Images of Millie pass through my mind. What I have imagined she’ll look like in all the clothes that fill the closet back in the apartment, how she’ll look on the first day of kindergarten, teaching her to drive. I love her so much and haven’t even laid eyes on her.

When I start to inch my way back to reality, I feel like I’ve been out of it for hours. I look around and realize I’m in a chair with my mom’s arms around me.

“Mom, I’m really scared right now.” I’m trying my best to fight back the tears.

“There you are.” She runs her hand through my hair like she did when I was little. “The physician will be out in a few minutes, and they’ll have some answers for us.”

She lets me go, and I lean forward, my elbows on my thighs. I watch the clock as time passes by. Marcus and Jax take turns beside me as I sit holding my mom’s hand. It’s childish, but it might be the one thing keeping me grounded right now.

“Mr. Hudson?” a doctor calls from the set of doors.

I get up and walk to her. “That’s me. How is Melonie? How is the baby?”

“Are these people all family?”

I look behind me and see everyone standing around me, waiting. I turn back to the doctor. “Yes.”
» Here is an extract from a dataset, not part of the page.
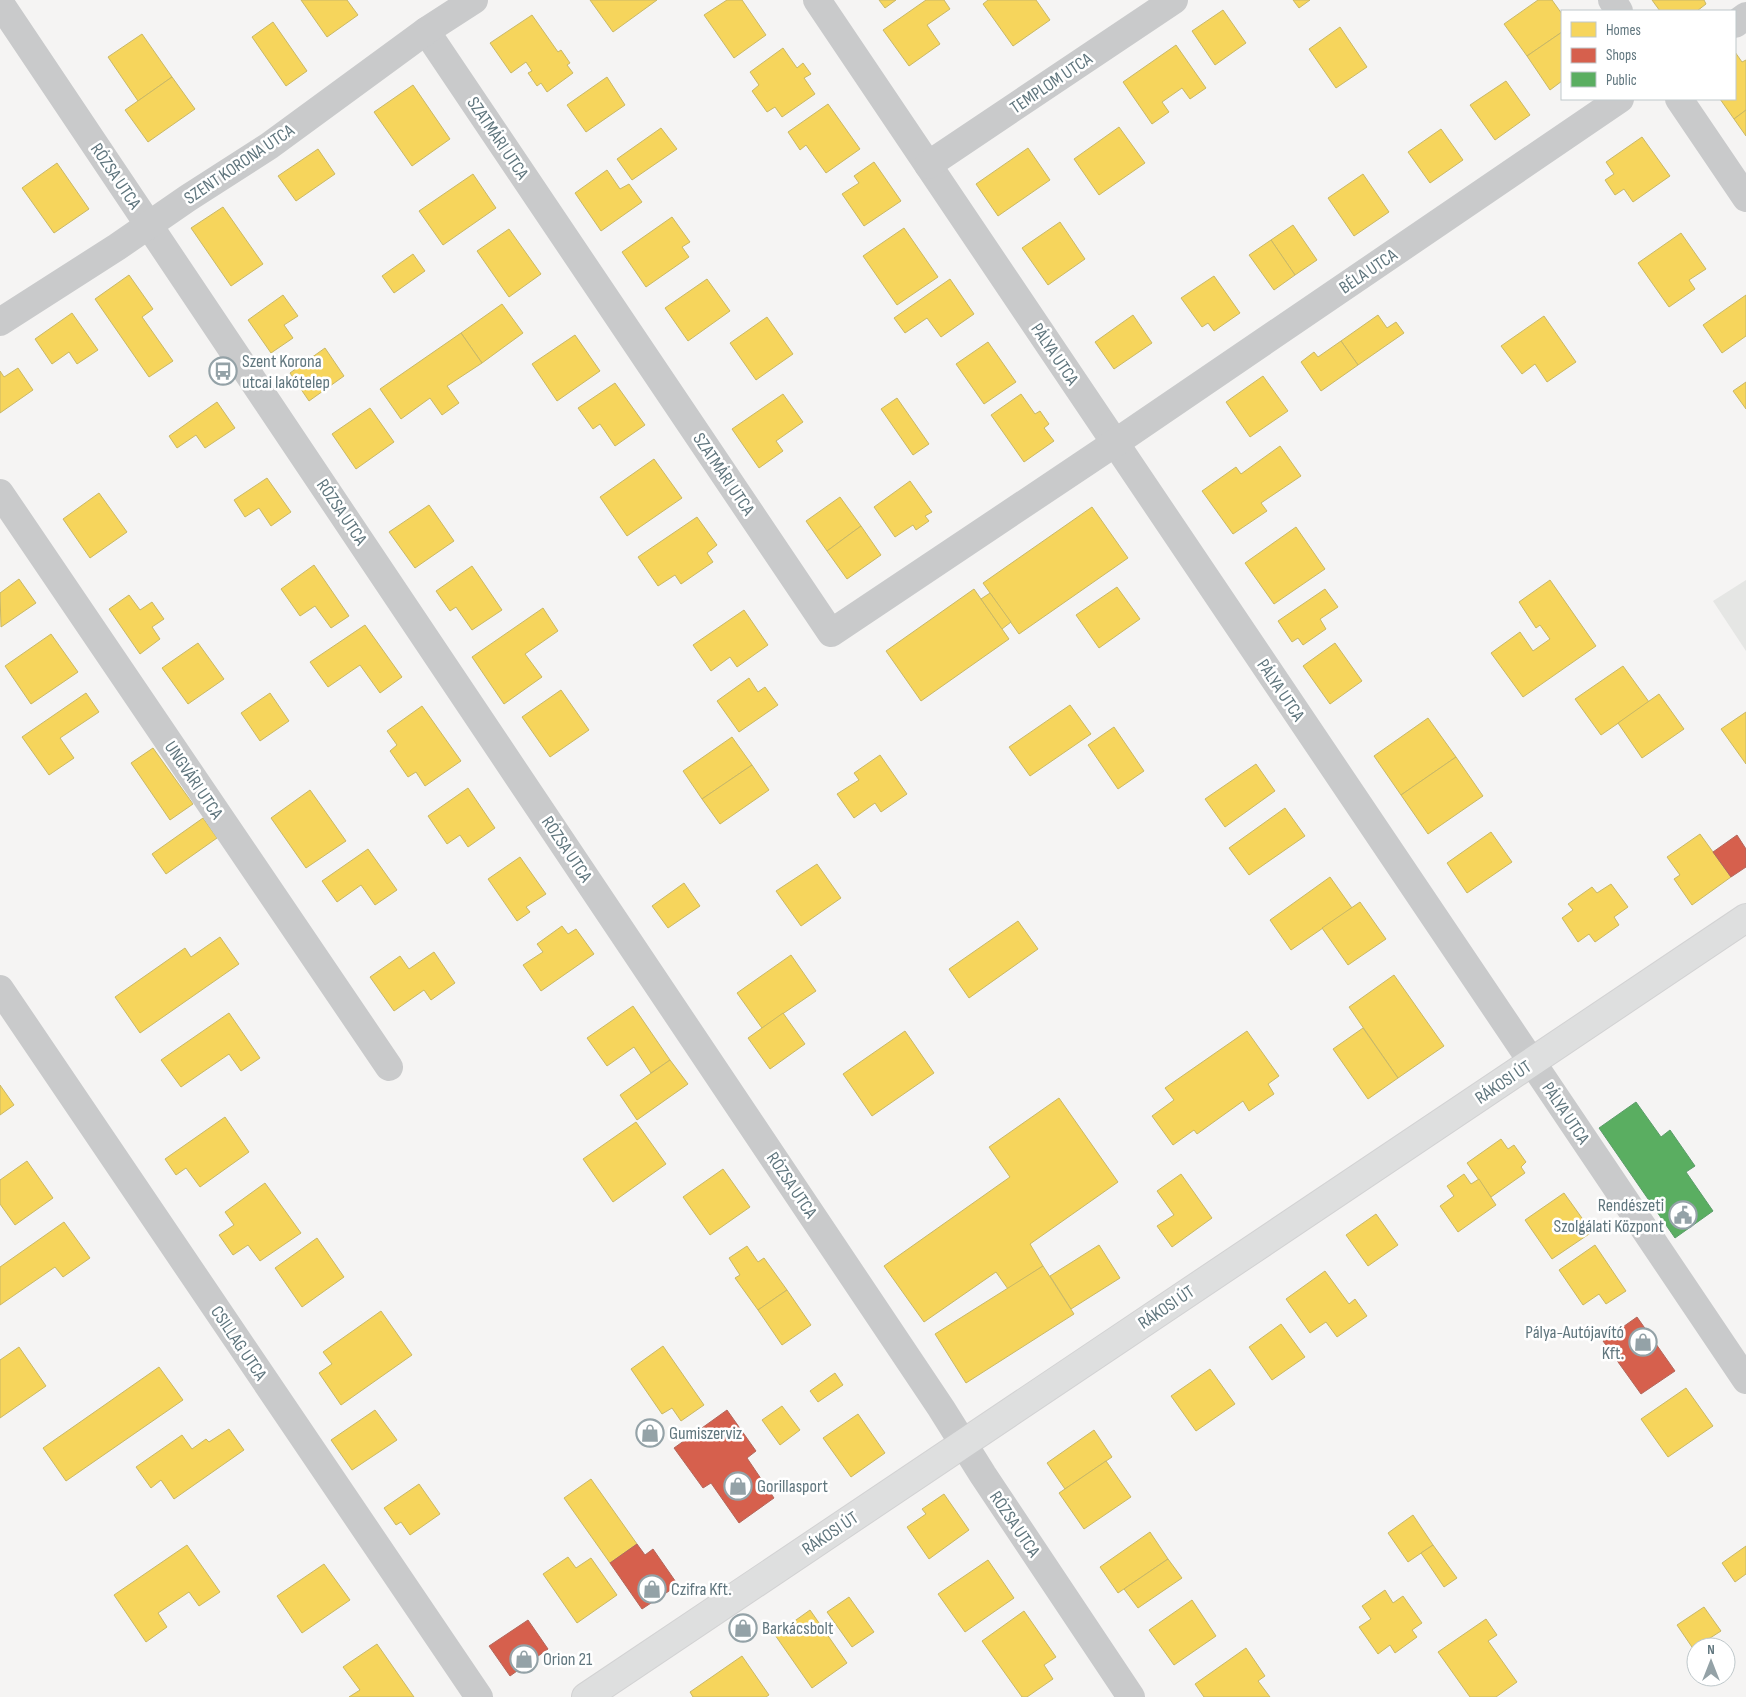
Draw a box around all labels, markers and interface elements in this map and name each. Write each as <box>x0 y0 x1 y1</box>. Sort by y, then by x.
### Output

“Alright. I’m Dr. Lisa McIntyre. I’m one of the obstetricians on duty. Melonie was in a severe accident. She was unconscious when she arrived, so she’ll be evaluated for a concussion, and we think she has a broken ankle. The priority right now, though, is that she has suffered a complete placental abruption.”

“What does that mean?”

“That means the placenta has completely detached from the uterine wall. We’ve slowed the bleeding, but she’s been taken to surgery for an emergency cesarean. With the placenta detached from mom, the baby won’t get the oxygen they need. I’m confident that the baby will be fine, since Melonie is already past the eight-month mark. Your little girl might be small, but she’ll be strong enough to survive just fine outside of the womb.”

“Can I see her?”

“I’m sorry, Mr. Hudson—”

“Linc, call me Linc, please.”

“Linc, we need to get your baby girl delivered, so Melonie is already in surgery, and with the situation, we’ll need to ask everyone to wait here until afterward.”

I blow out a shaky breath.

“When can I see my daughter?”

“We’ll need to run some tests once she’s delivered, but it shouldn’t be long.”